Check every line of the entries below for "background", and copy the lines that have it.

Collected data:
○ ○ ○

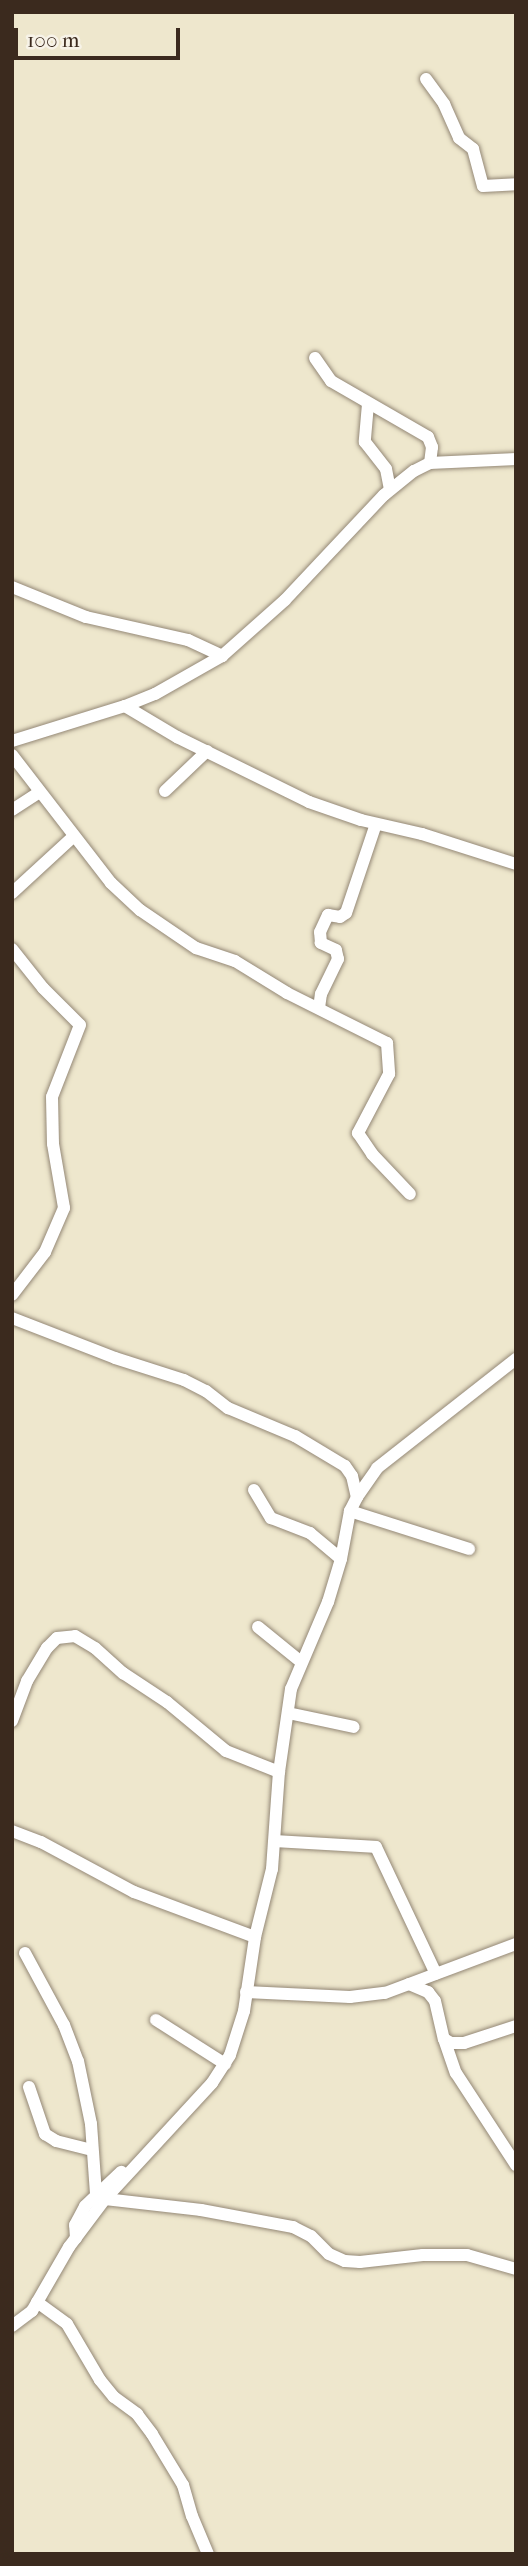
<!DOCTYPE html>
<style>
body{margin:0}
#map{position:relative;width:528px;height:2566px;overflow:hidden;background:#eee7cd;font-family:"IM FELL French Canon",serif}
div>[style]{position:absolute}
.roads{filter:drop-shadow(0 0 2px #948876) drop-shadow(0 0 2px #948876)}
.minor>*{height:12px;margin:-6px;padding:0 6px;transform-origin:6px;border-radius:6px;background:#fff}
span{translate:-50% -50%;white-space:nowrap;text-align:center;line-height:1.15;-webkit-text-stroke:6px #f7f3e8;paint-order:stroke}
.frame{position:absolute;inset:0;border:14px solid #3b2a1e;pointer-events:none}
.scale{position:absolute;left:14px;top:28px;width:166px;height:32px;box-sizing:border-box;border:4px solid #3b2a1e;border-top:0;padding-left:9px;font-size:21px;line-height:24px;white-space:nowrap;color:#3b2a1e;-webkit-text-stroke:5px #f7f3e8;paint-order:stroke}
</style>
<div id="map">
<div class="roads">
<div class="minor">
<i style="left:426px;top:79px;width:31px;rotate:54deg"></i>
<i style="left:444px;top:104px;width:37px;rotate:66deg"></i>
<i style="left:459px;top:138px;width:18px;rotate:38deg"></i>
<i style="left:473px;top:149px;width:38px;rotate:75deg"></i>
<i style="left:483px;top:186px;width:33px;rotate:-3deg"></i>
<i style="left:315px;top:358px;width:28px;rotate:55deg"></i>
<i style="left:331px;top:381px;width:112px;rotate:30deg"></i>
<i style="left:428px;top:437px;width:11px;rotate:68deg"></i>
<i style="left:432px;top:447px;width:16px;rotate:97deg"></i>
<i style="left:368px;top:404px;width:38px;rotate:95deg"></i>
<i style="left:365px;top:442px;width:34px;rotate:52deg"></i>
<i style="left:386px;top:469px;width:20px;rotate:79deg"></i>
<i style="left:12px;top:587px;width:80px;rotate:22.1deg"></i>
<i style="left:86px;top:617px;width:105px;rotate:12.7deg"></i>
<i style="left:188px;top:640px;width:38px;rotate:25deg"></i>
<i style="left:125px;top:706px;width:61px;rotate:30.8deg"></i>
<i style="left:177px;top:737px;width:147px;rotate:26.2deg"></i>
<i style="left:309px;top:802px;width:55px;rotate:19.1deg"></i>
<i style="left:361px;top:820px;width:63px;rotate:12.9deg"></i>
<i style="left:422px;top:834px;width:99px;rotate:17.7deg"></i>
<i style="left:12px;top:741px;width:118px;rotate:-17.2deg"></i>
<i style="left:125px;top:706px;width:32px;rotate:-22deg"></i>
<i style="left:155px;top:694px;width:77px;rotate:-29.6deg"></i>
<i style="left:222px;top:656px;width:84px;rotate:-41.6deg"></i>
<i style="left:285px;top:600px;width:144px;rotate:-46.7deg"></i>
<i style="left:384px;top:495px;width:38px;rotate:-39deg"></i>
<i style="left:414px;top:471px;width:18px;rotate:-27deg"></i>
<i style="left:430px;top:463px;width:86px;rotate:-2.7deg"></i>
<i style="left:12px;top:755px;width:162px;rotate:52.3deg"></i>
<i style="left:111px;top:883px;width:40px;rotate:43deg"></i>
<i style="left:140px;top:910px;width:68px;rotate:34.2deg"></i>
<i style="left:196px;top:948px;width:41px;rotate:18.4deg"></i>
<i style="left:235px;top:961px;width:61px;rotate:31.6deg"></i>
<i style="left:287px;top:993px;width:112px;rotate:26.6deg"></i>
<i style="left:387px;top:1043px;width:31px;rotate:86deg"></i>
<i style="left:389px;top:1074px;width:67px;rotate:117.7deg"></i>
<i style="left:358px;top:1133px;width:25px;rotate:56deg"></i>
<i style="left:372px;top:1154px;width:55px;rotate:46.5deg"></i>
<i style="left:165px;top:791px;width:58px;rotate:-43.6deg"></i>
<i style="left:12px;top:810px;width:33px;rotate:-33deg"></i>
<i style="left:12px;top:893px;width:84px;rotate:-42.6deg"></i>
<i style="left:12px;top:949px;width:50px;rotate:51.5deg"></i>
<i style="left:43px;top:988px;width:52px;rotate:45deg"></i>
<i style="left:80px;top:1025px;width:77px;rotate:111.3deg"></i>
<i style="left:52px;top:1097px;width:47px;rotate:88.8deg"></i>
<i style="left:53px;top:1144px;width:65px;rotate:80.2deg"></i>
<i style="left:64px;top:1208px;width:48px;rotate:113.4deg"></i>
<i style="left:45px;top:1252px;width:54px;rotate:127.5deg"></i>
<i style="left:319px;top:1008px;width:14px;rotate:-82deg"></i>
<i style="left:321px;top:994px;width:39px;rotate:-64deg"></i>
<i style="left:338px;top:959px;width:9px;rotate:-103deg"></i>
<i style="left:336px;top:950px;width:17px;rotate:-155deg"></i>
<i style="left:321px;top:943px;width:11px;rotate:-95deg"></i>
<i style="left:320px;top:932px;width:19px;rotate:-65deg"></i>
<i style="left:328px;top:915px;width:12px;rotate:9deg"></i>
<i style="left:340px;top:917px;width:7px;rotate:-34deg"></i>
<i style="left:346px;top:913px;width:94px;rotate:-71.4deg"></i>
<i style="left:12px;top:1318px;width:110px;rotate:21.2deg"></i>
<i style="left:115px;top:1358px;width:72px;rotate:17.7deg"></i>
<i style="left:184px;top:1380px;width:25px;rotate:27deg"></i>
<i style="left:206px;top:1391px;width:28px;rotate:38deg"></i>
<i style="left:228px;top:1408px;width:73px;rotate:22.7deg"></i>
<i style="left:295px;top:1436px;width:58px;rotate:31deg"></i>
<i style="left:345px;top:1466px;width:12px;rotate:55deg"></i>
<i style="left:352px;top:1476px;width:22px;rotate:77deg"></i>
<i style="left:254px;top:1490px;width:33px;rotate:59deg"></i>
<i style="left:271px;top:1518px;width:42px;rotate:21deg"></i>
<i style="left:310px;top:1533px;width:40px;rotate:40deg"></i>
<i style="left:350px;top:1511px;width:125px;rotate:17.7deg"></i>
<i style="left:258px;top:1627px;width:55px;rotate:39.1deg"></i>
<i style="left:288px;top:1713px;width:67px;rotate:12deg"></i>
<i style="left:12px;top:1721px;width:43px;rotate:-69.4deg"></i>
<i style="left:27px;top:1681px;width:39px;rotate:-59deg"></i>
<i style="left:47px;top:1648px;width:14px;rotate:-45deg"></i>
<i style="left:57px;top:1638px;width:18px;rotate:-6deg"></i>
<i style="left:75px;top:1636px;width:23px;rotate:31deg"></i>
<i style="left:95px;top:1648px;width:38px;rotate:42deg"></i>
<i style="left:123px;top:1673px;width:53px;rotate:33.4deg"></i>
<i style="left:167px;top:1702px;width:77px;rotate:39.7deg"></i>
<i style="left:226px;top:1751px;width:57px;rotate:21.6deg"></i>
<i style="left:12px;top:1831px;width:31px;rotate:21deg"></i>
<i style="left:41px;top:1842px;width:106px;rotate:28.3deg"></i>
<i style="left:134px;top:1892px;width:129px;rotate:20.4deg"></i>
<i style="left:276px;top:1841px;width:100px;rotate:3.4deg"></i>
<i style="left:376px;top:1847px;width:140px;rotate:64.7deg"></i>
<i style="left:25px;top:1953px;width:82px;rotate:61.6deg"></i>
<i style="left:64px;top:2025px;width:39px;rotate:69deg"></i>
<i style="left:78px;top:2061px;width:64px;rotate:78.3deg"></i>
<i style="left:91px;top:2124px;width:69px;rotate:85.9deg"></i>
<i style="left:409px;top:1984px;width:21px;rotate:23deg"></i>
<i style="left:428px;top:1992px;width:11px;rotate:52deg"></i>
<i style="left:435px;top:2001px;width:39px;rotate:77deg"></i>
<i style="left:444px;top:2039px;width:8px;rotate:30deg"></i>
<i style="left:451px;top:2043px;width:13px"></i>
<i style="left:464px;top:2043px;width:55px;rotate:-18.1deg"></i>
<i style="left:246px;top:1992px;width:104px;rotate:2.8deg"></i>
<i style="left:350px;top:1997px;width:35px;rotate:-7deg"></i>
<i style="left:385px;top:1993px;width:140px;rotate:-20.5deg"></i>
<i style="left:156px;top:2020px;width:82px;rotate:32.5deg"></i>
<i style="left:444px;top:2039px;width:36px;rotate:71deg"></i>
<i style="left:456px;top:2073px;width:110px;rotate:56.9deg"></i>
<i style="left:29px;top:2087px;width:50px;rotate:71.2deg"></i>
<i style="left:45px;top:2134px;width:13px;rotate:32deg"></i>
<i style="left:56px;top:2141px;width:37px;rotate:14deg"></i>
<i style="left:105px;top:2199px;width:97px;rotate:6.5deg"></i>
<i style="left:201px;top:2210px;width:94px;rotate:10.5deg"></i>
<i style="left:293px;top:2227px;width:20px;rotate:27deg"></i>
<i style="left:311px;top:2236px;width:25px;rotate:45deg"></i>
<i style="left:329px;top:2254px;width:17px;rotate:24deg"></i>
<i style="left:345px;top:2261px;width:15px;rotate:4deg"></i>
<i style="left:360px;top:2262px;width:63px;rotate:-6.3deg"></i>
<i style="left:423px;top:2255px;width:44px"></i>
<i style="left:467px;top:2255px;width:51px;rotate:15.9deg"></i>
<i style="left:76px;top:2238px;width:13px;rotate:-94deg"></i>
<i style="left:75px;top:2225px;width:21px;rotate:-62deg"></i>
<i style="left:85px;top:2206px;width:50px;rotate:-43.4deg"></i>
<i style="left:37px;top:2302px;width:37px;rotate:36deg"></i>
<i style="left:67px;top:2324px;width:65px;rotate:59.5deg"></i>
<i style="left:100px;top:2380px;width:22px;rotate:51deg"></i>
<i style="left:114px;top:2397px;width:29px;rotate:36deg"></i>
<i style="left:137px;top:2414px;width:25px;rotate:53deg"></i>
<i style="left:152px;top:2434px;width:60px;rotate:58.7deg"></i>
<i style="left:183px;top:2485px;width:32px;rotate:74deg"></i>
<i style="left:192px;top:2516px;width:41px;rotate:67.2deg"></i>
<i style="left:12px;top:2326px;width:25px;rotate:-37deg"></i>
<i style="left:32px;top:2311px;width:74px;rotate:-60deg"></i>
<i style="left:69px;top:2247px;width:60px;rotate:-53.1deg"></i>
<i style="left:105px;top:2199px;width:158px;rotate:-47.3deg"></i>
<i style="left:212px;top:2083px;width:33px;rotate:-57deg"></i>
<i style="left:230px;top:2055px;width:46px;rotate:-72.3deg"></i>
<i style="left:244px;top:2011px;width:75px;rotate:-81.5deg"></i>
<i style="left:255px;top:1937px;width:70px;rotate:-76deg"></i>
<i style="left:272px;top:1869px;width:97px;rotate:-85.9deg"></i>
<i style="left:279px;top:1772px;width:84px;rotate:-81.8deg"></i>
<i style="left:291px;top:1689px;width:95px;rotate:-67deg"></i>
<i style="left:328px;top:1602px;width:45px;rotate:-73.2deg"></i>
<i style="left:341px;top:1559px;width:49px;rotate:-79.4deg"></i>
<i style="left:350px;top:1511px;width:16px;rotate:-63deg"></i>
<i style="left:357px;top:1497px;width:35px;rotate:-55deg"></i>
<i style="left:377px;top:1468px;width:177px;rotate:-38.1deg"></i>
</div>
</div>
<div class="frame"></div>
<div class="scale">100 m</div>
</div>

○ ○ ○

### Solution
#map{position:relative;width:528px;height:2566px;overflow:hidden;background:#eee7cd;font-family:"IM FELL French Canon",serif}
.minor>*{height:12px;margin:-6px;padding:0 6px;transform-origin:6px;border-radius:6px;background:#fff}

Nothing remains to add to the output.